Describe the Context

  1. Setting: Where (in what context or medium) does the genre appear? How and when is it used? With what other genres does this genre interact? How?

… This genre appears in school classrooms, kids tv shows, at home when the parents try to teach kids, books, daycare, Sunday school ect.. a kids learning environment.  Normally it is used in a sense to entertain the child or to teach the child early literacy skills.

  1. Subject: What topics, issues, ideas, etc. are common to this genre? When people use this genre, what are they communicating about?

…Death, disease, historical dark times, sexual activities They report on very dark events that take care of the past but also create this cutesy fantasy world for the kid to start building his/her own imagination. Some nursery rhymes are seen a cute rhyme to teach a kid a chore but have a double meaning of sexual history ect.. Others are just imagination builders but have a double meaning history of death of some messed up king who slaughtered his wives when he was mad. It’s like horror stories/ violent stories for kids.

  1. Writers: Who writes the texts in this genre? Are multiple writers possible? What roles do they perform? What characteristics must writers of this genre possess? Under what circumstances do writers write the genre (e.g., in teams, on a computer, in a rush, for their profession? for fun?)?

… The writers themselves are not fully known as these stories developed in the early medieval times when a lot of dark stuff happened mostly to do with dying and perversion. Researchers have narrowed the timelines down to medieval times or early colonial times. Kids may have seen actions and made rhymes during these time periods and these nursery rhymes just traveled throughout the generations. Kids watch and create and it just travels

  1. Readers: Who reads the texts in this genre? Is there more than one type of reader for this genre? What roles do they perform? What characteristics must readers of this genre possess? Under what circumstances do readers read the genre (e.g., at their leisure, on the run, in waiting rooms)?

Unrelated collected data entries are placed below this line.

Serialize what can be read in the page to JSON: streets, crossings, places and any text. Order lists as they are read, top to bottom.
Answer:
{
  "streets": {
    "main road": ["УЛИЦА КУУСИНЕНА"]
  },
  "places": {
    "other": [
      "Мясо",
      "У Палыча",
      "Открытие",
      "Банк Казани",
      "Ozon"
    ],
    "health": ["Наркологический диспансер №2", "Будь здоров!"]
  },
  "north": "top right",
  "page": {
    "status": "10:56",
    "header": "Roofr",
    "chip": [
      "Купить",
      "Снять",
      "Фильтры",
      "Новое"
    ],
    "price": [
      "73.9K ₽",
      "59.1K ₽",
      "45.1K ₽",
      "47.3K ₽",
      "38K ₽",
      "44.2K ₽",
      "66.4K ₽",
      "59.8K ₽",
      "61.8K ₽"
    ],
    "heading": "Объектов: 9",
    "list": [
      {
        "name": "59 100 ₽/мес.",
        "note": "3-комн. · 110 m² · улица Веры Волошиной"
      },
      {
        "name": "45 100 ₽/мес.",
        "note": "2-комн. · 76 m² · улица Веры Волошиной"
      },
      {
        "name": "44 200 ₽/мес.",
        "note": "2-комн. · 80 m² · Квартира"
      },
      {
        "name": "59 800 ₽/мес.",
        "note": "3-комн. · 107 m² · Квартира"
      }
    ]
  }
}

…  Normally the readers read these texts in order to teach or learn. The reading level is an easy entry level to teach children just starting to learn how to read or to start building their imagination. A lot of the time a parent/ teaching being is involved as kids at a young age do not just pick up books and try and read. I mean if I had to define a child who would read nursery rhymes based on characteristics, I suppose he/she would be illiterate, a newcomer to imagination/ short attention span/ just beginning to grasp talking/ a child… Or it could be an adult trying to find the right way to parent not trying to introduce the kids into messed up things like murder and disease and ultimately falling into the irony that these stories are messed up.

  1. Exigency/Purpose(s): Why do writers write this genre, and why do readers read it? What purposes does the genre fulfill for the people who use it?

… I suppose the writers wrote the genre as a sense of recording what they saw. Kids don’t fully understand the gravity of a situation and just repeat what the see in clever ways in order to mold a scenario to their situation. It also could be parents who taught the children these rhymes in order to explain to their kids the situation in an innocent way. Regardless this genre is not used in modern times how it was when it originally was created. Now we mold these horrid stories to be cute rhymes to teach kids how to read and understand literature.